Task item - All lines in the records below with the word "nowrap" must be returned.

Records excerpted from a collection -
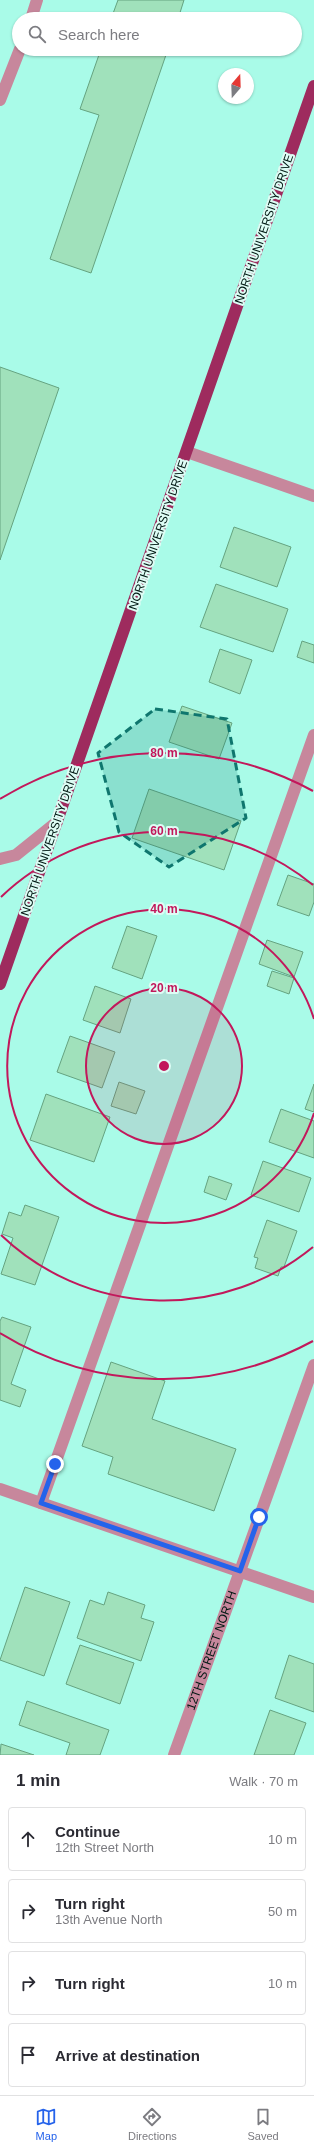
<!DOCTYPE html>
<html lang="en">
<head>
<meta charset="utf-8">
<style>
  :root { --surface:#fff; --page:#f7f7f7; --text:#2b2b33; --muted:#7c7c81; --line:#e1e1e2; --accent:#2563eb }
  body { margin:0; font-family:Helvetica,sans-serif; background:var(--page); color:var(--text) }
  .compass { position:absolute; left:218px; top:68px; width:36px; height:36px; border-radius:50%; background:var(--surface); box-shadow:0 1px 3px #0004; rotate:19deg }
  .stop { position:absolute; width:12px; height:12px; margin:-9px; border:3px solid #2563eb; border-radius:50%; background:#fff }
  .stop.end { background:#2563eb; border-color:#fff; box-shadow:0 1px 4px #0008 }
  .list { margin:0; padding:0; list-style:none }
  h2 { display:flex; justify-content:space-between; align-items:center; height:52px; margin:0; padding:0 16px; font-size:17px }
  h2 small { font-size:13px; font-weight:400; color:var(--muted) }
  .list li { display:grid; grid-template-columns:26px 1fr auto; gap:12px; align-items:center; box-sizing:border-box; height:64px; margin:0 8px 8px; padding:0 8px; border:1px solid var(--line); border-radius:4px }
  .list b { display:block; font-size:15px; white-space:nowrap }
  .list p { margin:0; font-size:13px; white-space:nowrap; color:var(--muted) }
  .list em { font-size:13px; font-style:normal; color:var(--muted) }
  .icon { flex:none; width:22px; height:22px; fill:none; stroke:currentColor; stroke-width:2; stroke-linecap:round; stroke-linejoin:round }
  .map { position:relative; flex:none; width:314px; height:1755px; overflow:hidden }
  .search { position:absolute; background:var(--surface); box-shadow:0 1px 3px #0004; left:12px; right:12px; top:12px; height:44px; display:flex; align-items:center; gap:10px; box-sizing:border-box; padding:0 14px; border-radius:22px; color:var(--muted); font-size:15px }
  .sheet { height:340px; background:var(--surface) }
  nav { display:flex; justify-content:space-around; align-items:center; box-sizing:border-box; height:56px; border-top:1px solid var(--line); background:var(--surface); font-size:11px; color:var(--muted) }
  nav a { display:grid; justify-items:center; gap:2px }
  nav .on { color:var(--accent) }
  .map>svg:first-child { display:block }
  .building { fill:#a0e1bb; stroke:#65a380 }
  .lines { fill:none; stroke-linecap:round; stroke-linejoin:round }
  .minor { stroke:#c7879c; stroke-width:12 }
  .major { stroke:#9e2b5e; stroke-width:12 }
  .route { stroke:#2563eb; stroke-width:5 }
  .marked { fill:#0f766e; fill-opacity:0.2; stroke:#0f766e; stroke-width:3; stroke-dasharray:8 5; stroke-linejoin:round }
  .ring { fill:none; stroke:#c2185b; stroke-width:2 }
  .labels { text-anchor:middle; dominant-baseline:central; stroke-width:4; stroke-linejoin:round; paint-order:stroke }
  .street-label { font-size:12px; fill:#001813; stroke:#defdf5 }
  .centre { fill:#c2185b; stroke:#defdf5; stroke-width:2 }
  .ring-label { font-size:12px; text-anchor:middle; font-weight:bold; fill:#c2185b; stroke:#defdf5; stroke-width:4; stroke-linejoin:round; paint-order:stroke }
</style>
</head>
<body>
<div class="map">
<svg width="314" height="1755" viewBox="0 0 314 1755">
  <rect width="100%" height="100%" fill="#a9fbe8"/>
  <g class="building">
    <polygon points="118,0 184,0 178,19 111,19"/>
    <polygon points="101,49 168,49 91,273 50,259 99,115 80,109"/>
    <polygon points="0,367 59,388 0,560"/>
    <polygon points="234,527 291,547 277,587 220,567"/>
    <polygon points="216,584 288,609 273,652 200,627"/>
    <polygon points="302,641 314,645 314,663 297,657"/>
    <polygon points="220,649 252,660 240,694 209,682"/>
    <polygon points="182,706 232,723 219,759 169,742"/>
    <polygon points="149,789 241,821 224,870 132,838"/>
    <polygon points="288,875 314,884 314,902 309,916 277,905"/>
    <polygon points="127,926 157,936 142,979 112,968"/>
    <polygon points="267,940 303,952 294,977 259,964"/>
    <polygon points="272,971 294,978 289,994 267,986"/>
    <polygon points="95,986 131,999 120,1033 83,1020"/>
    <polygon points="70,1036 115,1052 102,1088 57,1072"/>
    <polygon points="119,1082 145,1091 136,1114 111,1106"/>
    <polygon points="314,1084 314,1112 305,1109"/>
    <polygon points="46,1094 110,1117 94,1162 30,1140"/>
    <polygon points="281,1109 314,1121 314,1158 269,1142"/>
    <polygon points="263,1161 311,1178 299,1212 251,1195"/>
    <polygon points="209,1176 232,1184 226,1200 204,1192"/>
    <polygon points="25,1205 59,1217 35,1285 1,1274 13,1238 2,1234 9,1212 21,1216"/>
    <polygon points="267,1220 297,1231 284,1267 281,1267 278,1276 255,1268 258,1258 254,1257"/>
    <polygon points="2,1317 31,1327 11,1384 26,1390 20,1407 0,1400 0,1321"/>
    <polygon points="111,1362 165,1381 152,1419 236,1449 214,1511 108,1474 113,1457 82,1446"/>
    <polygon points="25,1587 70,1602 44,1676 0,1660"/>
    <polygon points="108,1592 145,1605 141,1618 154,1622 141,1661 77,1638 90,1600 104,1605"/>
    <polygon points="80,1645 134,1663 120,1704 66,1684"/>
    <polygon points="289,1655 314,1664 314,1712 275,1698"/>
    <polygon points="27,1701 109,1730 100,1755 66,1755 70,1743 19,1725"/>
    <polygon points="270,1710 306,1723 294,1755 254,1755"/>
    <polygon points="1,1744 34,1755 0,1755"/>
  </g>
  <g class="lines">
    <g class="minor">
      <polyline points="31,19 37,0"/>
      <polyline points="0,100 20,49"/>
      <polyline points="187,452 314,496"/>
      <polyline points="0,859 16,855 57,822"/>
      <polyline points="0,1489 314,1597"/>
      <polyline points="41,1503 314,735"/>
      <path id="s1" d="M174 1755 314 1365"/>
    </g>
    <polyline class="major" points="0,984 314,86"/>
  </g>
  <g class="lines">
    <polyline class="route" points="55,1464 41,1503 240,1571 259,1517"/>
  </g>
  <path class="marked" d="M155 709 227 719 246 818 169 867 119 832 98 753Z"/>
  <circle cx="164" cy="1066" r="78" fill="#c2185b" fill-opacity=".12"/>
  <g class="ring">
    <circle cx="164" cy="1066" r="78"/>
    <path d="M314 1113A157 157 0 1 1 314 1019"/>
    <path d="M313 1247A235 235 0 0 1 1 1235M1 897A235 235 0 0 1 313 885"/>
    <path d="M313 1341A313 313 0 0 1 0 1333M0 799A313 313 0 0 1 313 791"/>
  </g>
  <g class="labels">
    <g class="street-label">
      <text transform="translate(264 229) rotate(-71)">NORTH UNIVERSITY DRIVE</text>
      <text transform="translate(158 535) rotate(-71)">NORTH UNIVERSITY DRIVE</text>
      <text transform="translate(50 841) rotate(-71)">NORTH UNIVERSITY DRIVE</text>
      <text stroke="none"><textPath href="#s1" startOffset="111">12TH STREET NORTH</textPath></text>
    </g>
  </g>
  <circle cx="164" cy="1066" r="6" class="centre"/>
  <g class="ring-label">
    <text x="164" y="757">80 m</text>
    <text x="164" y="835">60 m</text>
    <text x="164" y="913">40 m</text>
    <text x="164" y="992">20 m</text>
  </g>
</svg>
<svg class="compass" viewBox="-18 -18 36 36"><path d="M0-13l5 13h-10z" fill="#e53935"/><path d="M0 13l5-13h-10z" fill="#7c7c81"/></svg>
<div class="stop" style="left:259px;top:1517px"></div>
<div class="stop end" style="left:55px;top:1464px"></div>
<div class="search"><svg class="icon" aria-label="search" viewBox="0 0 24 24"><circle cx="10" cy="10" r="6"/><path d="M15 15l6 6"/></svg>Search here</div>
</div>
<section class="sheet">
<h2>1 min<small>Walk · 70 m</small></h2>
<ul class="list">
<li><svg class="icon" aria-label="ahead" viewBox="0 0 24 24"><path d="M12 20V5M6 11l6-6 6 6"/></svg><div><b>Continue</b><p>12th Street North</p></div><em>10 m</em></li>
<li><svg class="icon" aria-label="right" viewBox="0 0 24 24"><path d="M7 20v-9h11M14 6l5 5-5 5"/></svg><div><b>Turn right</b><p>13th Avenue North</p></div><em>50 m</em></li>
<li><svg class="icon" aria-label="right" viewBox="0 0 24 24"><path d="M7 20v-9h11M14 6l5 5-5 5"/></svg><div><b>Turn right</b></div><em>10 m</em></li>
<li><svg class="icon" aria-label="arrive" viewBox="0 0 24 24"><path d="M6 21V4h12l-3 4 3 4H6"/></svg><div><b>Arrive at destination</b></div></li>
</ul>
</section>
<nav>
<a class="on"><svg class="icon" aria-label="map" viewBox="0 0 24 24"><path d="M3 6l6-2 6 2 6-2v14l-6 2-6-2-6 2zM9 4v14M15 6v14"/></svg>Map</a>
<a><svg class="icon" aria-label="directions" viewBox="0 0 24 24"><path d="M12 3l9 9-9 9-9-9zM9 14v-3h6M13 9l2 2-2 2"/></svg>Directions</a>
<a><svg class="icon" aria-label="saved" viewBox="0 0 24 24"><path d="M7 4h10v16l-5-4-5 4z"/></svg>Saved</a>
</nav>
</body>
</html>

Output below -
  .list b { display:block; font-size:15px; white-space:nowrap }
  .list p { margin:0; font-size:13px; white-space:nowrap; color:var(--muted) }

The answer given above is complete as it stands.